» **Instructions for the task**: Each line of the material beneath should be duplicated exactly.

--- --- ---

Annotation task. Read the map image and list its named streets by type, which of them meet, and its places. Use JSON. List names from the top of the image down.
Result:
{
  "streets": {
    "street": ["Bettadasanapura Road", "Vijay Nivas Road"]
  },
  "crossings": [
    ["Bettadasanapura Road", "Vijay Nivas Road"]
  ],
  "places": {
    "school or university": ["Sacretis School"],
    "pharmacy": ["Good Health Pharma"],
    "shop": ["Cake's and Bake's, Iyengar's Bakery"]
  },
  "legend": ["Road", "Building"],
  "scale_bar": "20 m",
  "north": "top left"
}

--- --- ---

» **Problem solution**:
Annotation task. Read the map image and list its named streets by type, which of them meet, and its places. Use JSON. List names from the top of the image down.
Result:
{
  "streets": {
    "street": ["Bettadasanapura Road", "Vijay Nivas Road"]
  },
  "crossings": [
    ["Bettadasanapura Road", "Vijay Nivas Road"]
  ],
  "places": {
    "school or university": ["Sacretis School"],
    "pharmacy": ["Good Health Pharma"],
    "shop": ["Cake's and Bake's, Iyengar's Bakery"]
  },
  "legend": ["Road", "Building"],
  "scale_bar": "20 m",
  "north": "top left"
}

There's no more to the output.